Author: alban-auzeill

.cirrus.yml

@@ -1,330 +1,57 @@
 env:
-  CIRRUS_VAULT_URL: https://vault.sonar.build:8200
-  CIRRUS_VAULT_AUTH_PATH: jwt-cirrusci
-  CIRRUS_VAULT_ROLE: cirrusci-${CIRRUS_REPO_OWNER}-${CIRRUS_REPO_NAME}
+  CIRRUS_CLONE_DEPTH: 20
   ARTIFACTORY_URL: VAULT[development/kv/data/repox data.url]
-  ARTIFACTORY_PRIVATE_USERNAME: vault-${CIRRUS_REPO_OWNER}-${CIRRUS_REPO_NAME}-private-reader
+  ARTIFACTORY_PRIVATE_USERNAME: VAULT[development/artifactory/token/${CIRRUS_REPO_OWNER}-${CIRRUS_REPO_NAME}-private-reader username]
   ARTIFACTORY_PRIVATE_PASSWORD: VAULT[development/artifactory/token/${CIRRUS_REPO_OWNER}-${CIRRUS_REPO_NAME}-private-reader access_token]
   ARTIFACTORY_DEPLOY_USERNAME: vault-${CIRRUS_REPO_OWNER}-${CIRRUS_REPO_NAME}-qa-deployer
   ARTIFACTORY_DEPLOY_PASSWORD: VAULT[development/artifactory/token/${CIRRUS_REPO_OWNER}-${CIRRUS_REPO_NAME}-qa-deployer access_token]

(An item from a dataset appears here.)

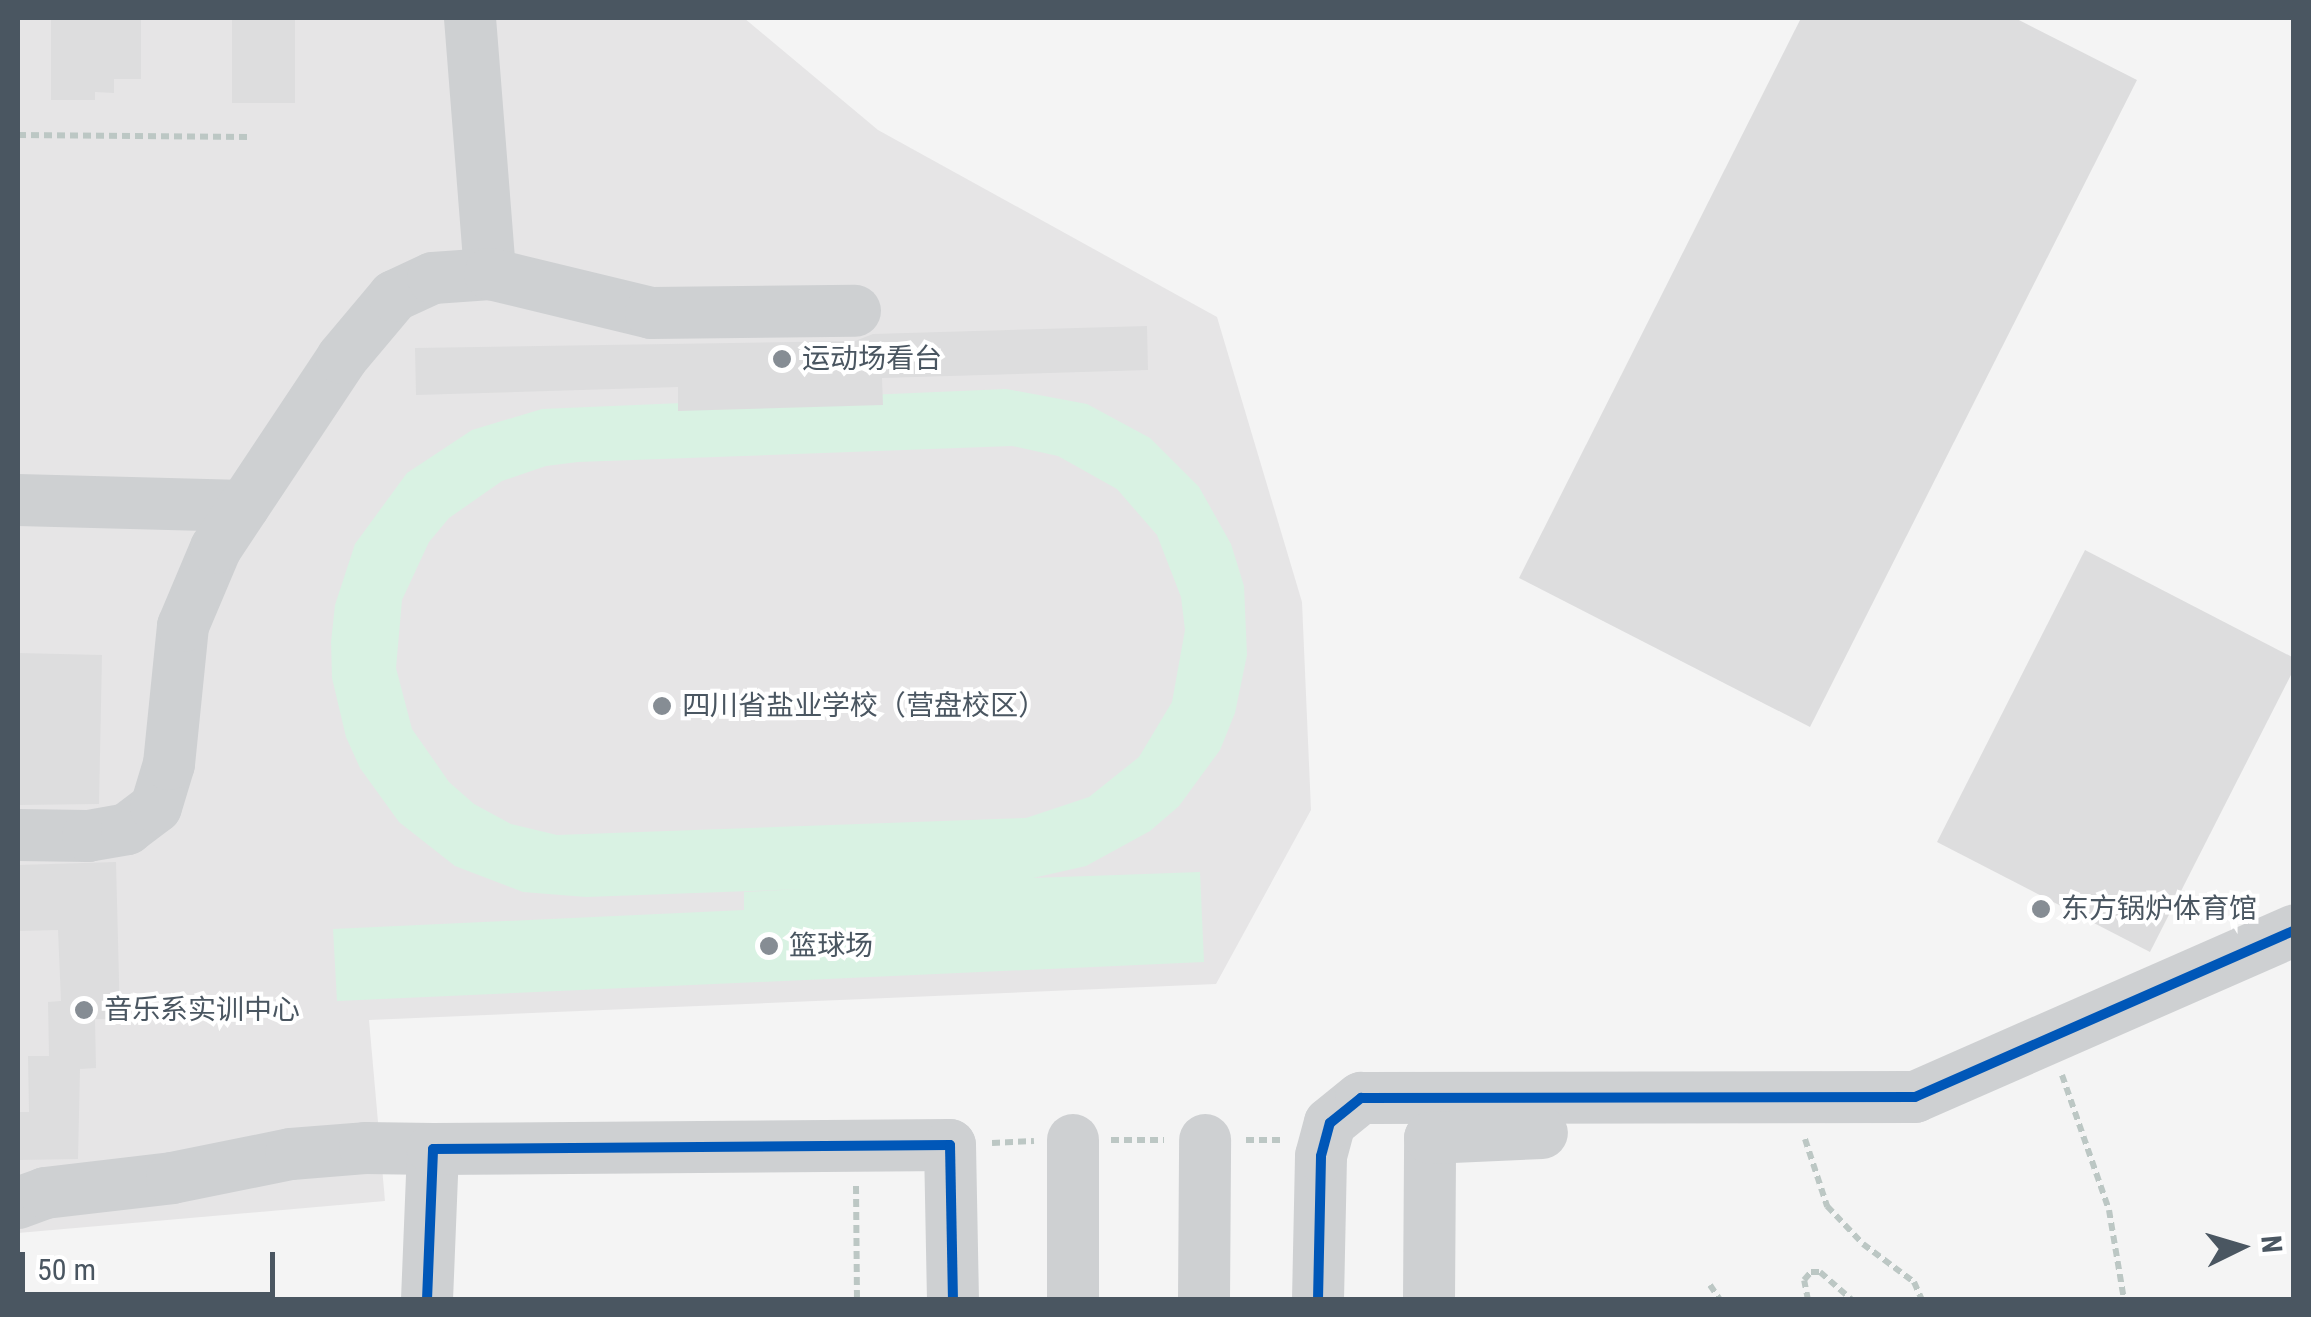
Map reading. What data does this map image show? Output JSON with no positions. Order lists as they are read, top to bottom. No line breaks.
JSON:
{"places":["运动场看台","四川省盐业学校（营盘校区）","东方锅炉体育馆","篮球场","音乐系实训中心"],"scale_bar":"50 m","north":"right"}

   #Possible values for ARTIFACTORY_DEPLOY_REPO: sonarsource-private-qa, sonarsource-public-qa
   ARTIFACTORY_DEPLOY_REPO: sonarsource-public-qa
   ARTIFACTORY_ACCESS_TOKEN: VAULT[development/artifactory/token/${CIRRUS_REPO_OWNER}-${CIRRUS_REPO_NAME}-private-reader access_token]

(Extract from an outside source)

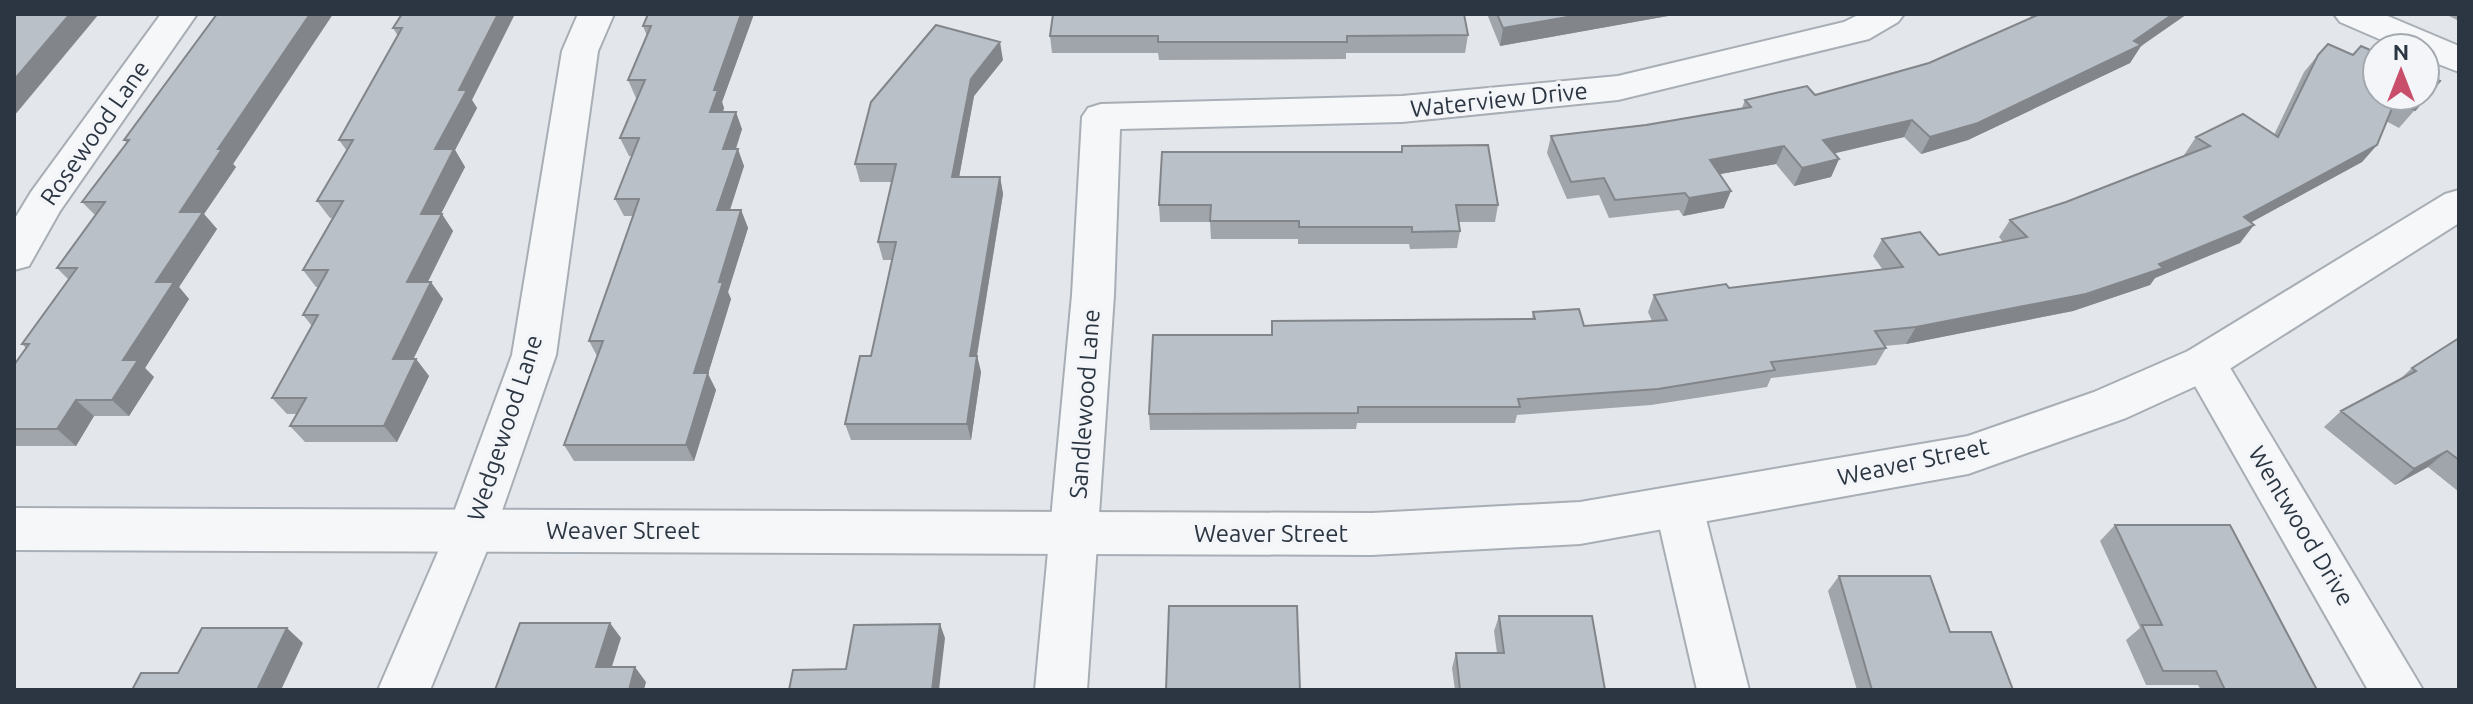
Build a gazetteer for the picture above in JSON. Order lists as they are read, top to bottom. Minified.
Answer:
{"streets":{"street":["Waterview Drive","Rosewood Lane","Sandlewood Lane","Wedgewood Lane","Weaver Street","Wentwood Drive"]},"crossings":[["Waterview Drive","Sandlewood Lane"],["Sandlewood Lane","Weaver Street"],["Wedgewood Lane","Weaver Street"],["Weaver Street","Wentwood Drive"]],"north":"top"}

-  GITHUB_TOKEN: VAULT[development/github/token/licenses-ro token]
-  DEVELOCITY_TOKEN: VAULT[development/kv/data/develocity data.token]
-  DEVELOCITY_ACCESS_KEY: develocity.sonar.build=${DEVELOCITY_TOKEN}
   # Use bash (instead of sh on linux or cmd.exe on windows)
   CIRRUS_SHELL: bash
-  # Allows to run builds for the 50 last commits in a branch:
-  CIRRUS_CLONE_DEPTH: 50
 
 container_definition: &CONTAINER_DEFINITION
+  image: "${CIRRUS_AWS_ACCOUNT}.dkr.ecr.eu-central-1.amazonaws.com/base:j17-latest"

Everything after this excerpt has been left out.